Environmental fiction for children aged 10 and above and dystopian novels for young adults are also proliferating in this age of anxiety. At BookTrust, Coleman has particularly enjoyed The Dog Runner by Australian author Bren MacDibble (who lost her home in a wildfire) and Run Wild by Gill Lewis, a vet who tackles complex wildlife themes in her books, from the persecution of birds of prey as well as bear-bile farming and endangered gorillas.
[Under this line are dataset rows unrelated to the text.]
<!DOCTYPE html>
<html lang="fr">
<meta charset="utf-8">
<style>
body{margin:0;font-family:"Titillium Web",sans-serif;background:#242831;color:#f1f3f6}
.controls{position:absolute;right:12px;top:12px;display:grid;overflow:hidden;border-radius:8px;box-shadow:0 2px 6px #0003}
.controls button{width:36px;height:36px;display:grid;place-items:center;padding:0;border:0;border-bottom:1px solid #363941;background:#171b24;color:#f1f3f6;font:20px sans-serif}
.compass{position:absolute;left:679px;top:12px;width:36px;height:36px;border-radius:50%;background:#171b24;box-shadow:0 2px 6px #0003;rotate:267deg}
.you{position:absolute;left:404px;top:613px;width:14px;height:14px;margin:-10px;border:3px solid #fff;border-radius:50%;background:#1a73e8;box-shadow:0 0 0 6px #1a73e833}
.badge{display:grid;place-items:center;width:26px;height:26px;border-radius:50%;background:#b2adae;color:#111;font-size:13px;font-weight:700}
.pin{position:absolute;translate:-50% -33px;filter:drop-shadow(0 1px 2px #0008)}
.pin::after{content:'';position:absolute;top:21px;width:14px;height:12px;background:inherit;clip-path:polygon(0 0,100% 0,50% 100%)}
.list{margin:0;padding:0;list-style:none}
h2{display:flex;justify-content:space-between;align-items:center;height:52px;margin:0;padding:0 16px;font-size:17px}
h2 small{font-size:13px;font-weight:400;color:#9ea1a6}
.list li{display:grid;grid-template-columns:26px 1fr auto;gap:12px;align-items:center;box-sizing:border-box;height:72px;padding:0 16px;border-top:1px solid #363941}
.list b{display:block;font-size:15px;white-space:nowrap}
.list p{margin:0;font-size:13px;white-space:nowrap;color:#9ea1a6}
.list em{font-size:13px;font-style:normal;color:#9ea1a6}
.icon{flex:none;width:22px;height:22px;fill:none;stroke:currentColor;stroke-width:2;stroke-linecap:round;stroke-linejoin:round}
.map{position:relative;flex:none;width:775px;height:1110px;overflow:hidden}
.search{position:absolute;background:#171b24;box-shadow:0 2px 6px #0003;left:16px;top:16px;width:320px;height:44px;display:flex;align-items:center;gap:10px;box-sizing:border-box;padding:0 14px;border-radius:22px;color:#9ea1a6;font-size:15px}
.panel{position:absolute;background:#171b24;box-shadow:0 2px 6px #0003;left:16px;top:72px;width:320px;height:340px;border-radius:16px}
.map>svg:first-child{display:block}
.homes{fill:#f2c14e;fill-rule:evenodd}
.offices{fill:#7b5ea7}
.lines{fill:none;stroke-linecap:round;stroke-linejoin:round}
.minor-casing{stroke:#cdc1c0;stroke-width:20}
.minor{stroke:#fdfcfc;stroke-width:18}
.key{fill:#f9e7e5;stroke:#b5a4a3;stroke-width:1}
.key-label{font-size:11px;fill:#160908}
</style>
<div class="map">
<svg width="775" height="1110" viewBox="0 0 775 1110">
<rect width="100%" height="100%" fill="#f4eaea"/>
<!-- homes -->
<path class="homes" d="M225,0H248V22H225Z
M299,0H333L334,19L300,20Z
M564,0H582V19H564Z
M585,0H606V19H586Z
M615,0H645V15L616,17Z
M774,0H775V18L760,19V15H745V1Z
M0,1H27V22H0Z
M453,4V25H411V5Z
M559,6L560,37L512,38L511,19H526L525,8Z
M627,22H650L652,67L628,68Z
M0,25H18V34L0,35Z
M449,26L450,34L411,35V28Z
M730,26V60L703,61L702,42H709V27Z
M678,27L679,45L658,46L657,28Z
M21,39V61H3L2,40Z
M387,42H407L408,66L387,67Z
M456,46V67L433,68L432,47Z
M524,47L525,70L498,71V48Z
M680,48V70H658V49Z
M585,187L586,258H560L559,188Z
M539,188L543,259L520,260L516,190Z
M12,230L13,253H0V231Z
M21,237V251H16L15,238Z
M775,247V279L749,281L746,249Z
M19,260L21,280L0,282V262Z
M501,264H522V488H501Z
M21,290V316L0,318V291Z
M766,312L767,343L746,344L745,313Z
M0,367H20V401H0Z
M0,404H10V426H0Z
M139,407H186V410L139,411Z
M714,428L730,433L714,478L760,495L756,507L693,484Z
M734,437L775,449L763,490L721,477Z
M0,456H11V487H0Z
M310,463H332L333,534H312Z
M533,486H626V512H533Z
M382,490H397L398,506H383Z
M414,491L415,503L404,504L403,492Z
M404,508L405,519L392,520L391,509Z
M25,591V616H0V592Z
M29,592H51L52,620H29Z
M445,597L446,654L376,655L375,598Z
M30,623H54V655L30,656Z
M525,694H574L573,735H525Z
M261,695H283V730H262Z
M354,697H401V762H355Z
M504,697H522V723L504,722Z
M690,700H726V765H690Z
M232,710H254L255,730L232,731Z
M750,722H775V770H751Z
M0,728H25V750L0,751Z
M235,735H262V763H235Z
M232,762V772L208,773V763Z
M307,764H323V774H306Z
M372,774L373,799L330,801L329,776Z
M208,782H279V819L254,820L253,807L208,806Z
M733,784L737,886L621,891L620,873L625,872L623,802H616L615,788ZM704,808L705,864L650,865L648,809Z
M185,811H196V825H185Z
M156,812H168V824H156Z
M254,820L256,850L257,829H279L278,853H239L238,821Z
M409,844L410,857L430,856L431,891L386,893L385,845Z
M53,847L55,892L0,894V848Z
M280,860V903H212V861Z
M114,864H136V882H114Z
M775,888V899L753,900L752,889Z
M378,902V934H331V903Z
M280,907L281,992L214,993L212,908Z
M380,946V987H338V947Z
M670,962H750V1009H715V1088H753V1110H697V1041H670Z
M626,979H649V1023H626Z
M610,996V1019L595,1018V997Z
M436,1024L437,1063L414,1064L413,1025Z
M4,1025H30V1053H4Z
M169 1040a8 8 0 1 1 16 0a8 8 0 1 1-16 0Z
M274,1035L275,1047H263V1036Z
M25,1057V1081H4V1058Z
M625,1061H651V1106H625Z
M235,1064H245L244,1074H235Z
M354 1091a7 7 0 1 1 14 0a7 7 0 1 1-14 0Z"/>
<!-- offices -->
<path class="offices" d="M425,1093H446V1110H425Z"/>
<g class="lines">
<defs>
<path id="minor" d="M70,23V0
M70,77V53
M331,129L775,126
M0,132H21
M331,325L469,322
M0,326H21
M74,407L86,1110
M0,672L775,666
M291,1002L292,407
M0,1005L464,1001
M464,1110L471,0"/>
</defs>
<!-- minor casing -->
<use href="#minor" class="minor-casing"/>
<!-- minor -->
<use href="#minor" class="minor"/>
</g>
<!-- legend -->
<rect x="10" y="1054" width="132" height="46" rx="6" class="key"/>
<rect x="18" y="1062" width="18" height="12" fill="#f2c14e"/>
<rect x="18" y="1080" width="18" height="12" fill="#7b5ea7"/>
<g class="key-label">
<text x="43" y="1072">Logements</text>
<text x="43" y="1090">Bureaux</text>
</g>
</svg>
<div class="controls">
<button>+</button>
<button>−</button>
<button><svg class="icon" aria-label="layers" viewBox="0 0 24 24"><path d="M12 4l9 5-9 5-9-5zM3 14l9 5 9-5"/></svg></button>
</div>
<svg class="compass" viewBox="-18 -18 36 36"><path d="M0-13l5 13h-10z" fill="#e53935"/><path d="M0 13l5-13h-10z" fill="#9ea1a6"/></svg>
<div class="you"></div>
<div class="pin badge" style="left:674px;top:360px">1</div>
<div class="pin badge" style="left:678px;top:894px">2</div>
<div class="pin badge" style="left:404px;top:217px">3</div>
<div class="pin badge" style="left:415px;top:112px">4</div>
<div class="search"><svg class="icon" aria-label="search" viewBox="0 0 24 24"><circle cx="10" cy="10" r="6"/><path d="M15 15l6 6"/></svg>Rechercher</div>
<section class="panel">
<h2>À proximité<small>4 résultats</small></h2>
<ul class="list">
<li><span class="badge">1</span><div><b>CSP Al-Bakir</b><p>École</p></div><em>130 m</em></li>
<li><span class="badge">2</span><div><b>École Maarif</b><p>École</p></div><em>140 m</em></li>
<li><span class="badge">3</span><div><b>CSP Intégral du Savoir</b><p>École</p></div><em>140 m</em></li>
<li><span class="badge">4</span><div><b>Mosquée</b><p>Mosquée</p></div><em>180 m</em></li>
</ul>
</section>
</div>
Can this outpouring of environmentalism capture children’s imagination without terrifying them? I test some books on my eight-year-olds. We read Pankhurst’s worthy-sounding Fantastically Great Women Who Saved The Planet. To my surprise, Milly and Esme love it, and I do too: it is funny and interesting, telling stories not just of westerners such as Jane Goodall but also Wangari Maathai, from Kenya, and Isatou Ceesay, from the Gambia. A few days later, Milly tells me they’ve discussed Pankhurst’s story of the Chipko movement in the Indian Himalayas with their teacher. “In the Chipko movement it starts off with one person and then they all protect a whole range of trees from being cut down,” says Milly. “Even a tiny difference makes something big.”